Revenues. Revenues for the year ended June 30, 2019 increased 18% to $1,362.4
million, compared to $1,158.8 million for fiscal year 2018. The increase in
revenues during fiscal year 2019 was driven by strong demand from customers
across the majority of the Company's business units. In particular, Photonic
Solutions experienced a 31% revenue growth from the prior fiscal year 2018,
primarily driven by increased demand from customers in the optical communication
market. Specifically, the segment saw increased demand for ROADM and other
optical communication products addressing the growing deployment of 5G optical
networks. Compound Semiconductors recorded an 8% revenue increase during the
current fiscal year, driven by strengthening demand for SiC substrate products
addressing RF electronics and high-power switching and power conversion systems
for automotive and communication end markets. In addition, this segment also
realized increased revenues from its aerospace and defense products addressing
strengthening demand from customers in the intelligence, surveillance and
reconnaissance markets.
Gross margin. Gross margin for the year ended June 30, 2019 was $521.3 million,
or 38.3%, of total revenues, compared to $462.2 million, or 39.9% of total
revenues, for fiscal year 2018. Gross margin as a percentage of revenues
decreased 160 basis points compared to the prior fiscal year despite the 18%
increase in revenues during this same period. The Company's Photonic Solutions'
gross margin was negatively impacted by a shift in product mix to lower margin
products while Compound Semiconductors experienced under-absorption of
manufacturing costs for its 3D Sensing product line due to continued delays in
the program and underutilization of capacity.

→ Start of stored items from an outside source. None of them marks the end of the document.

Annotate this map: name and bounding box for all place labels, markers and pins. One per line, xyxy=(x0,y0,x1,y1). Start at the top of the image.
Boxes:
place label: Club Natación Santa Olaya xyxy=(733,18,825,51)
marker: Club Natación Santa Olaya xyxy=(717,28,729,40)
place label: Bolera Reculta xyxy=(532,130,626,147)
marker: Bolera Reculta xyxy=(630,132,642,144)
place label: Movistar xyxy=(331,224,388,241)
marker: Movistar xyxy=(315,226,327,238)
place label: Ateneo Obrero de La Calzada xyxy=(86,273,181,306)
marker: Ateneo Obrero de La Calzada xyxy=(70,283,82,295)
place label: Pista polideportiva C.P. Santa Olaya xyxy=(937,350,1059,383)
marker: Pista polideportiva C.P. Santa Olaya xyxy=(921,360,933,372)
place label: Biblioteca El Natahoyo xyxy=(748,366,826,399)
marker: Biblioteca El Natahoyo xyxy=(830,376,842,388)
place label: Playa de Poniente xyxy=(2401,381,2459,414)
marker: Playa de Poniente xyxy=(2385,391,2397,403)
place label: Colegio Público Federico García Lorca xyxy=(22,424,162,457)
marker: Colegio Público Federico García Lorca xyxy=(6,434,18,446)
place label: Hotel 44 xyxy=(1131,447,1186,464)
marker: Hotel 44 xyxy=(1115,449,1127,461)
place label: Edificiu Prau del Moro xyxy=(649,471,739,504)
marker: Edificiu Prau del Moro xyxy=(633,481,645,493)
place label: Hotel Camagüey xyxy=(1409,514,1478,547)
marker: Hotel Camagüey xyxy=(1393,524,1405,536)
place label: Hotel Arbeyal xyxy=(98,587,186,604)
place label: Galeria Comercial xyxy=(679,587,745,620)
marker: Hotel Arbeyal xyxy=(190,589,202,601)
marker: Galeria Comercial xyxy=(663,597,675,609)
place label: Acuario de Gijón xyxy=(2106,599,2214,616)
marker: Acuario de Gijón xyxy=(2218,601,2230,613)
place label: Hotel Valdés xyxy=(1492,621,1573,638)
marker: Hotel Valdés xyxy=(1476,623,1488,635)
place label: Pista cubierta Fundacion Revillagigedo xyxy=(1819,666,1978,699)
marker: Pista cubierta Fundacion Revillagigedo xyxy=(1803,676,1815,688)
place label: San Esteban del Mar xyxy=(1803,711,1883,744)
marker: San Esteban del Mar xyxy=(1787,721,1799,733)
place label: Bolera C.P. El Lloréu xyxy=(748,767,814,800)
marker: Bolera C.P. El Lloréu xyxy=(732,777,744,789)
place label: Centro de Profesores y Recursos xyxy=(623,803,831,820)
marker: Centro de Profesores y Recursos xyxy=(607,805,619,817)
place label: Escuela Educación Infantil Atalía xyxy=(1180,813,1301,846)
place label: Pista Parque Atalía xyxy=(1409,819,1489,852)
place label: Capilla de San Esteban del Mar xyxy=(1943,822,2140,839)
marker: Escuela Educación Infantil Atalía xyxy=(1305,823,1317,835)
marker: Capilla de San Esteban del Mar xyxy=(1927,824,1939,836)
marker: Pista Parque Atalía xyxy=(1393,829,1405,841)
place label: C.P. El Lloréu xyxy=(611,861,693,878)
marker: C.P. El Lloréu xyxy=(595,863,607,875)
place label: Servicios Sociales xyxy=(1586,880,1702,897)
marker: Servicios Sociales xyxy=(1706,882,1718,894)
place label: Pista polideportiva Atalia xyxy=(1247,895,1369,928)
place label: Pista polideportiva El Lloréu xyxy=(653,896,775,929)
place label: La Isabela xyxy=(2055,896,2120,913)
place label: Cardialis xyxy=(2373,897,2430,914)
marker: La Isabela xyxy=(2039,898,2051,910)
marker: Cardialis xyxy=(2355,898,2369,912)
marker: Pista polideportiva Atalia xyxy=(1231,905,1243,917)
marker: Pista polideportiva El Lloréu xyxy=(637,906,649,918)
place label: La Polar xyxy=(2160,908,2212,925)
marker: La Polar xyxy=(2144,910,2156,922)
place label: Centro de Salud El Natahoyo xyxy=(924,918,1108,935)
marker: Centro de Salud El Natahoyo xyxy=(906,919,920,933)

Internal research and development. Company-funded IR&D expenses for the fiscal
year ended June 30, 2019 were $139.2 million, or 10.2% of revenues, compared to
$116.9 million, or 10.1% of revenues, for fiscal year 2018. The increase in IR&D
expenses is primarily due to the Company continuing to invest in new products
and processes across all its businesses including investments in 5G technology,
3D Sensing and other engineered material applications. IR&D expenses as a
percentage of revenues were consistent between both fiscal years, and the
Company anticipates this percentage to continue to range between 10% and 15% of
revenues as the Company continues investing in new product and process
development.
Selling, general and administrative. SG&A expenses for the year ended June 30,
2019 were $233.5 million, or 17.1% of revenues, compared to $208.6 million, or
18.0% of revenues, for fiscal year 2018. During fiscal year 2019, the Company
announced its intention to acquire Finisar, and incurred approximately $15.6
million of related transaction expenses. In addition to the transaction
expenses, the Company incurred higher SG&A expenses to support its growing
revenue base. The Company has been successful in capitalizing on synergies from
its recent acquisitions to improve its operating leverage.
Interest and other, net. Interest and other, net for the year ended June 30,
2019 was expense of $19.8 million compared to expense of $14.6 million for
fiscal year 2018. Included in interest and other, net were interest expense on
long-term borrowings, earnings from equity investments, interest income on
excess cash reserves, unrealized gains and losses on the Company's deferred
compensation plan, and foreign currency gains and losses. The increase in
interest and other, net was primarily due to increased interest expense during
the current fiscal year of approximately $4.1 million due to the higher levels
of outstanding debt.
Income taxes. The Company's year-to-date effective income tax rate at June 30,
2019 was 16.6%, compared to an effective tax rate of 28.0% for fiscal year 2018.
Fiscal year 2018's effective tax rate was negatively impacted by the U.S.
enacted tax legislation and the recording the provision for the transition tax
under the new tax law.
Photonic Solutions ($ in millions)

                                Year Ended                            %
                                 June 30,                         Increase
                           2019             2018
Revenues                 638.8             486.5        31  %
Operating income          81.9              63.2        30  %


The above operating results for the year ended June 30, 2019 include the Company's acquisitions of CoAdna Holdings, Inc. in September 2018 and the product line which was acquired in November 2018.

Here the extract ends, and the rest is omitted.